[Stored data entries]
# # # #

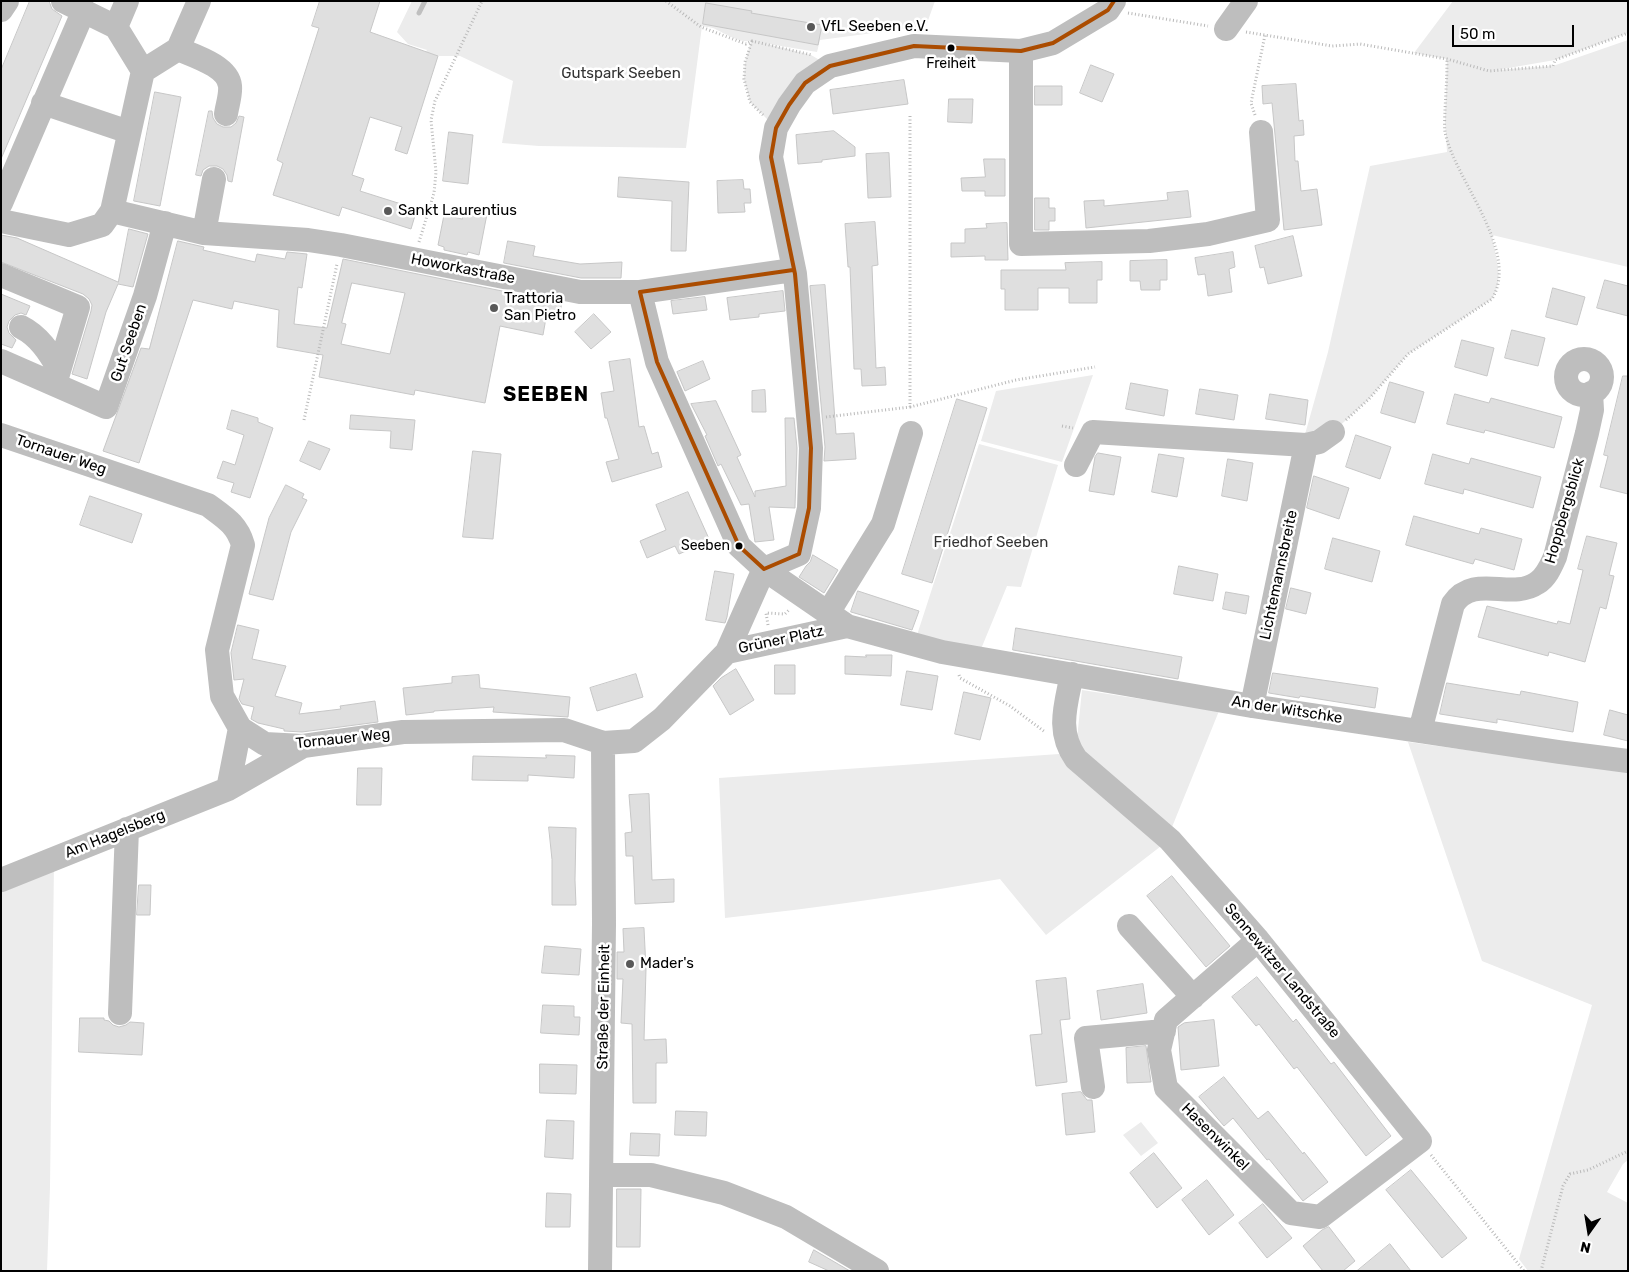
<!DOCTYPE html>
<html>
<head>
<meta charset="utf-8">
<style>
  body { margin:0 }
  #map { position:relative; width:1629px; height:1272px; overflow:hidden; background:#fff; font-family:Rubik,sans-serif }
  canvas { display:block }
  .frame { position:absolute; inset:0; border:2px solid #000; pointer-events:none }
  .north { position:absolute; left:1564px; top:1207px; width:50px; height:50px; -webkit-text-stroke:4px #fff; paint-order:stroke; rotate:193deg; font-size:14px; font-weight:700; line-height:20px; text-align:center; color:#000 }
  .north::after { content:''; display:block; margin:auto; width:18px; height:22px; background:#000; clip-path:polygon(50% 0,100% 100%,50% 72%,0 100%) }
  .scale { position:absolute; left:1452px; top:25px; width:122px; height:22px; box-sizing:border-box; border:2px solid #000; border-top:0; padding-left:6px; font-size:15px; line-height:18px; white-space:nowrap; color:#000; -webkit-text-stroke:4px #fff; paint-order:stroke }
</style>
</head>
<body>
<div id="map">
<canvas width="1629" height="1272"></canvas>
<div class="frame"></div>
<div class="north">N</div>
<div class="scale">50 m</div>
</div>
<script>
const c = document.querySelector('canvas').getContext('2d');
c.lineJoin = 'round';
function paint(path, color) { c.fillStyle = color; c.fill(path, 'evenodd'); }
function strokePath(path, color, width, dash) { c.strokeStyle = color; c.lineWidth = width; c.lineCap = dash ? 'butt' : 'round'; c.setLineDash(dash || []); c.stroke(path); }
function label(font, color, halo, rows, align = 'center') {
  c.font = font + ' Rubik,sans-serif'; c.lineWidth = 5; c.setLineDash([]); c.textBaseline = 'middle'; c.strokeStyle = halo; c.fillStyle = color; for (const [text, x, y, turn = 0] of rows) {
    c.save(); c.translate(x, y); c.rotate((+turn || 0) * Math.PI / 180); c.textAlign = isNaN(turn) ? turn : align; if (halo) c.strokeText(text, 0, 0); c.fillText(text, 0, 0); c.restore();
  }
}
const green = new Path2D(`
  M412 1H935L926 26 820 40 817 52 763 43 811 55 830 66 776 128 750 102 744 79 745 62 751 41C740 43 728 35 717 30 713 27 707 27 702 26L686 148 539 146 502 143 513 81 460 56H438L426 52 427 50 408 44 397 32Z
  M1453 1H1628V33L1555 60 1497 70 1553 66 1628 40V267L1492 235C1495 257 1505 278 1492 299L1408 354 1369 399 1333 432 1304 438 1328 352 1370 166 1447 152 1445 120 1447 59 1414 53Z
  M1093 375 1062 462 981 441 996 391Z
  M979 444 1058 465 1021 587 1007 586 981 649 917 635Z
  M1082 690 1219 711 1170 832 1076 749Z
  M1408 742 1628 772V1160L1623 1164 1607 1192 1628 1203V1271H1528L1519 1259 1592 1005 1482 961Z
  M1059 754 1165 843 1046 935 1000 879C908 895 817 908 725 918L719 778Z
  M54 862 50 1187 47 1271H1V884Z
  M1141 1122 1158 1143 1141 1156 1123 1135Z`);
const stream = new Path2D(`
  M419 13 425 1`);
const building = new Path2D(`
  M30 1H49L52 9 62 16 1 159V70Z
  M320 1H380L370 32 438 56 407 154 395 150 402 127 370 117 352 175 364 179 360 191 417 209 411 229 342 207 339 216 273 195 283 163 277 160 319 28 312 26Z
  M706 3 752 11 751 13 822 25 818 45 703 24Z
  M1091 65 1114 74 1102 102 1080 93Z
  M904 80 908 104 833 114 830 90Z
  M1296 84 1299 121 1303 120 1304 135 1294 136 1295 161H1298L1301 191 1317 189 1322 225 1284 230 1272 103 1263 104 1262 86Z
  M1035 86H1062V105H1035Z
  M155 92 181 97 160 206 134 201Z
  M949 99H973L972 123 948 122Z
  M209 111H212L213 118 217 124 223 127H231L236 123 239 116 244 117 232 182 228 181 227 175 223 169 217 166H209L203 170 201 176 196 175Z
  M834 131 855 147V156L822 160V162L798 164 796 135Z
  M449 132 473 135 468 184 443 181Z
  M889 153 891 197 868 198 866 154Z
  M984 159H1005V196H985V191H962L961 178 985 177Z
  M619 177 689 182 686 251H671L672 201 618 197Z
  M743 180 744 189H750L751 203H744L745 212 718 213 717 181Z
  M1188 191 1191 217 1086 228 1084 201 1104 200V206L1168 200 1167 193Z
  M1035 198H1049V208H1055V221H1049V230H1035Z
  M464 209 487 214 479 255 468 252 467 255 444 250V247L438 245 444 215 462 219Z
  M875 222 878 265 872 266 876 368 885 367 886 385 862 386 861 369H854L850 267H848L845 224Z
  M1007 223 1008 260H985V256L951 257V243H965V229L987 228 986 224Z
  M129 229 148 234 133 287 118 284 106 312 87 379 72 374 91 311 92 305 89 299 83 294 1 262V235L17 238 118 282Z
  M1293 236 1302 276 1268 284 1264 267 1260 268 1255 246Z
  M178 241 204 247 203 250 255 262 257 254 285 259 287 252 307 254 302 288 298 287 294 324 327 328 343 259 562 303 558 320 546 318 543 335 500 326 485 403 415 390 414 395 319 377 323 355 277 347 279 310 234 301 232 309 193 300 139 463 103 451 141 348 149 349ZM352 283 405 293 390 354 341 344 346 324 342 323Z
  M508 241 535 246 533 256 580 264 622 262 621 278H581L504 263Z
  M1233 252 1235 267 1229 269 1232 292 1208 296 1205 274 1198 275 1195 258Z
  M1167 260V280H1160V290H1141L1140 281H1130V261Z
  M1102 262V280H1097V303H1069V288H1038V310H1005V289H1001V270H1066L1065 263Z
  M1605 280 1628 286V316L1597 308Z
  M825 285 836 434 854 433 856 459 824 461 825 447 810 286Z
  M1553 288 1585 297 1577 325 1546 317Z
  M783 291 785 311 759 314V317L730 320 727 298Z
  M1 294 30 306 26 315 21 313 15 315 9 321 7 327 9 333 16 340 12 348 1 344Z
  M705 297 707 310 673 314 671 301Z
  M594 314 611 332 591 349 575 332Z
  M1512 330 1545 338 1538 366 1505 358Z
  M1462 340 1494 348 1487 376 1455 367Z
  M630 359 639 427 644 426 652 454 658 452 662 467 612 482 606 462 619 459 607 418H605L601 393 614 391 609 362Z
  M703 361 710 379 685 391 677 372Z
  M1623 376H1628V494L1600 487 1608 456 1604 455Z
  M1390 382 1424 392 1415 423 1381 413Z
  M1131 383 1168 390 1164 416 1126 409Z
  M1200 389 1238 395 1234 420 1196 414Z
  M765 390 766 412H752V391Z
  M1270 394 1308 400 1305 425 1266 419Z
  M1455 394 1489 403 1491 398 1562 417 1554 448 1485 430 1484 433 1447 424Z
  M957 399 987 408 932 583 902 574Z
  M716 401 741 455 737 457 755 497V491L786 486 785 418H794L797 448 795 506V508L769 507 774 540 755 542 749 504 741 505 721 464 718 466 705 436 707 435 691 404Z
  M232 410 258 418V422L273 428 250 498 231 492 234 483 217 478 223 461 235 465 244 435 227 429Z
  M351 415 415 420 412 450 390 448 391 431 350 429Z
  M1356 435 1391 447 1380 479 1346 467Z
  M309 441 330 449 320 470 300 461Z
  M473 451 501 454 493 539 463 537Z
  M1098 453 1121 457 1114 495 1089 491 1095 457Z
  M1159 454 1184 458 1177 497 1152 492Z
  M1433 454 1469 464 1471 458 1541 477 1533 508 1464 489 1463 494 1425 484Z
  M1228 459 1253 463 1247 501 1222 496Z
  M1314 476 1349 488 1339 519 1307 508Z
  M286 485 304 494 302 498 307 500 291 532 273 600 249 594 269 518Z
  M688 492 710 541 679 554 675 546 647 558 640 541 666 530 656 505Z
  M90 496 142 514 132 543 80 525Z
  M1414 516 1479 534 1481 528 1522 539 1514 570 1475 559 1473 564 1406 545Z
  M1587 536 1617 543 1609 575 1614 576 1606 609 1600 607 1585 662 1549 652 1548 656 1478 637 1487 606 1557 624 1558 621 1570 624 1583 570 1578 569Z
  M1333 538 1380 551 1372 582 1325 569Z
  M813 555 838 570 824 593 799 577 806 566 810 562Z
  M1179 566 1218 574 1213 601 1174 594Z
  M715 571 734 574 727 617 725 623 706 620Z
  M1291 588 1311 593 1306 614 1286 609Z
  M858 591 919 611 912 630 851 612Z
  M1226 592 1249 596 1246 614 1223 609Z
  M238 625 259 630 252 659 286 666 275 696 302 703 299 714 341 709 340 706 375 701 378 722 302 732 284 731V729L258 723 251 719 254 707 242 704 239 699 244 679 234 680 231 653Z
  M1016 628 1182 657 1178 679 1013 650Z
  M866 655H892L891 676 845 674V656L866 657Z
  M775 665H795V694H775Z
  M736 669 754 700 730 715 713 686 721 678Z
  M907 671 938 676 932 710 901 705Z
  M1273 673 1378 688 1375 708 1300 696 1299 698 1269 693Z
  M636 674 643 697 597 711 590 688Z
  M479 675 480 688 570 697 568 717 493 712 494 707 434 711V712L406 715 403 688 452 683V677Z
  M1447 683 1520 695 1521 691 1578 702 1573 732 1497 719V723L1440 714Z
  M964 692 991 698 980 740 955 734Z
  M1610 710 1628 715V741L1604 735Z
  M546 755 575 756 574 778 528 775V781L472 780 473 756 546 758Z
  M358 768H382L381 805H357Z
  M649 794 652 880 674 879V902L635 904 633 856H626L625 833 632 832 629 795Z
  M549 827 576 828 575 880 576 905H552V860Z
  M1172 876 1230 946 1206 967 1147 896Z
  M139 885H151L150 915H137Z
  M644 928 646 969 644 1040 666 1039 667 1063H656V1103H633L632 1024 621 1023 623 979H617V952H624L623 929Z
  M545 946 581 949 579 975 542 973Z
  M1257 977 1293 1022 1296 1019 1331 1064 1334 1062 1391 1136 1366 1156 1297 1067 1294 1069 1259 1024 1256 1026 1232 997Z
  M1066 978 1070 1019 1060 1020 1067 1082 1036 1086 1030 1035 1042 1034 1036 981Z
  M1143 984 1147 1013 1101 1020 1097 991Z
  M543 1005 574 1006V1017H580L579 1035 541 1033Z
  M80 1018H104V1020L109 1021 113 1025 119 1027 126 1025 130 1022 144 1023 142 1055 79 1052Z
  M1214 1020 1219 1066 1181 1070 1178 1027 1184 1023Z
  M1146 1046 1151 1082 1127 1083 1126 1048Z
  M540 1064 577 1065 576 1094 540 1093Z
  M1224 1077 1258 1119 1268 1111 1303 1154 1304 1152 1328 1182 1303 1201 1269 1159 1267 1160 1233 1118 1224 1126 1199 1097Z
  M1081 1092 1087 1100H1092L1095 1132 1066 1135 1062 1094Z
  M676 1111 707 1112 706 1136 675 1135Z
  M547 1120 574 1121 573 1159 545 1157Z
  M631 1133 660 1134 659 1156 630 1155Z
  M1154 1153 1182 1188 1157 1208 1130 1173Z
  M1411 1170 1467 1238 1442 1258 1386 1190Z
  M1207 1180 1234 1215 1209 1235 1182 1200Z
  M617 1189H641L640 1247H617Z
  M547 1193 571 1194 570 1227H546Z
  M1263 1204 1292 1238 1267 1258 1239 1223Z
  M1329 1227 1355 1261 1343 1271H1323L1303 1246 1322 1230Z
  M1390 1244 1411 1271H1357Z
  M814 1250 850 1271H829L809 1262Z`);
const path = new Path2D(`
  M666 1 701 27 746 44 752 41 812 55
  M1128 13 1208 26
  M1246 32 1332 46 1360 44 1447 59 1489 71 1553 66 1555 60 1628 33
  M752 41 745 62 744 79 750 102 763 115
  M1255 115 1251 103 1265 35
  M419 242 434 193 436 172 431 120 435 101 482 1
  M910 407 1016 380 1095 367
  M826 417 910 407V116
  M304 420 337 264
  M1346 420 1369 399 1408 354 1492 299C1521 251 1454 179 1445 132 1444 125 1445 116 1445 109 1446 92 1447 76 1447 59
  M1062 426 1073 428
  M768 625 766 613 785 614 790 609
  M959 675 960 678 1010 706 1045 732
  M1431 1155 1524 1271
  M1541 1271 1563 1186 1570 1174 1588 1170 1628 1151`);
const minor = new Path2D(`
  M1 10 7 1
  M116 27 127 1
  M1226 29 1246 1
  M178 49C194 56 228 66 230 86 231 95 227 106 226 114
  M1021 51V244L1149 241 1208 234 1268 220 1261 132
  M143 71 178 49 199 1
  M43 103 129 132
  M1 203 84 10
  M112 211 204 233 308 240 341 245 580 292H640L793 270
  M1 221 69 235 102 225 112 211 143 71 116 27 63 1
  M204 233 214 179
  M1 275 78 307 55 384
  M640 292 657 362 739 546 764 569 847 626 942 652 1252 706 1559 752 1628 761
  M21 327C39 336 49 352 59 369
  M1566 377a18 18 0 1 1 36 0a18 18 0 1 1-36 0Z
  M1 361 106 407 145 296 165 223
  M1 435 208 505C224 517 237 524 243 545L217 650 222 696 240 728 265 744 303 746 403 732 564 730 603 743 634 741 662 719 727 652 764 569
  M1306 445 1319 442 1333 432
  M1076 465 1093 432 1306 445 1252 706
  M764 569 799 554 809 508 811 448 795 274 771 157 776 128 789 105 805 83 830 66 914 46 1021 51 1053 43 1108 10 1114 1
  M828 613 883 524 911 433
  M727 652 847 626
  M1072 674C1066 705 1056 731 1076 759L1170 840 1258 940 1420 1141 1320 1217 1291 1213 1166 1088 1159 1050 1166 1020 1258 940
  M1420 731 1453 604C1474 573 1511 601 1537 583 1546 578 1551 566 1555 557L1587 433 1592 410 1591 393
  M228 789 240 728
  M1 880 228 789 303 746
  M1129 926 1193 997
  M120 1013 127 829
  M1093 1087 1086 1038 1164 1031
  M602 1175H651L724 1193 786 1217 877 1271
  M600 1271 604 924 603 743`);
const bus1 = new Path2D(`
  M640 292 657 362 739 546 764 569
  M640 292 793 270
  M764 569 799 554 809 508 811 448 795 274 771 157 776 128 789 105 805 83 830 66 914 46 1021 51 1053 43 1108 10 1114 1`);
const markers = [
  [811,27,5,"#595959"],
  [951,48,4.5,"#000"],
  [388,211,5,"#595959"],
  [494,308,5,"#595959"],
  [739,546,4.5,"#000"],
  [630,964,5,"#595959"]
];
const busNames = [
  ["Freiheit",951,64],
  ["Seeben",730,546,"right"]
];
const poiNames = [
  ["VfL Seeben e.V.",821,27],
  ["Sankt Laurentius",398,211],
  ["Trattoria",504,299],
  ["San Pietro",504,316],
  ["Mader's",640,964]
];
const parkNames = [
  ["Gutspark Seeben",621,74],
  ["Friedhof Seeben",991,543]
];
const streetNames = [
  ["Howorkastraße",463,269,11],
  ["Gut Seeben",129,343,-71],
  ["Tornauer Weg",61,455,19],
  ["Hoppbergsblick",1565,511,-74],
  ["Lichtemannsbreite",1279,575,-78],
  ["Grüner Platz",781,640,-12],
  ["An der Witschke",1287,710,9],
  ["Tornauer Weg",343,739,-6],
  ["Am Hagelsberg",115,834,-22],
  ["Sennewitzer Landstraße",1282,971,50],
  ["Straße der Einheit",604,1007,-89],
  ["Hasenwinkel",1215,1137,45]
];
const districtNames = [
  ["SEEBEN",546,395]
];
paint(green, '#ececec');
strokePath(stream, '#bfbfbf', 5);
paint(building, '#dfdfdf');
strokePath(building, '#c7c7c7', 1);
strokePath(path, '#b9b9b9', 3, [1, 2.5]);
strokePath(minor, '#bebebe', 24);
strokePath(bus1, '#ab4c00', 4);
for (const [x, y, r, color] of markers) { const dot = new Path2D(); dot.arc(x, y, r, 0, 2 * Math.PI); c.fillStyle = color; c.fill(dot); strokePath(dot, '#fff', 2); }
label('14px', '#000', '#fff', busNames);
label('15px', '#000', '#fff', poiNames, 'left');
label('15px', '#333', '#fff', parkNames);
label('15px', '#000', '#fff', streetNames);
c.letterSpacing = '1px';
label('bold 20px', '#000', '#fff', districtNames);
c.letterSpacing = '0px';
</script>
</body>
</html>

# # # #

Of the lines above, output exactly those from the line bearing "M1566 377a18 18" through the line bearing "M1 880 228 789 303 746", inclusive.

• [Response area]:
  M1566 377a18 18 0 1 1 36 0a18 18 0 1 1-36 0Z
  M1 361 106 407 145 296 165 223
  M1 435 208 505C224 517 237 524 243 545L217 650 222 696 240 728 265 744 303 746 403 732 564 730 603 743 634 741 662 719 727 652 764 569
  M1306 445 1319 442 1333 432
  M1076 465 1093 432 1306 445 1252 706
  M764 569 799 554 809 508 811 448 795 274 771 157 776 128 789 105 805 83 830 66 914 46 1021 51 1053 43 1108 10 1114 1
  M828 613 883 524 911 433
  M727 652 847 626
  M1072 674C1066 705 1056 731 1076 759L1170 840 1258 940 1420 1141 1320 1217 1291 1213 1166 1088 1159 1050 1166 1020 1258 940
  M1420 731 1453 604C1474 573 1511 601 1537 583 1546 578 1551 566 1555 557L1587 433 1592 410 1591 393
  M228 789 240 728
  M1 880 228 789 303 746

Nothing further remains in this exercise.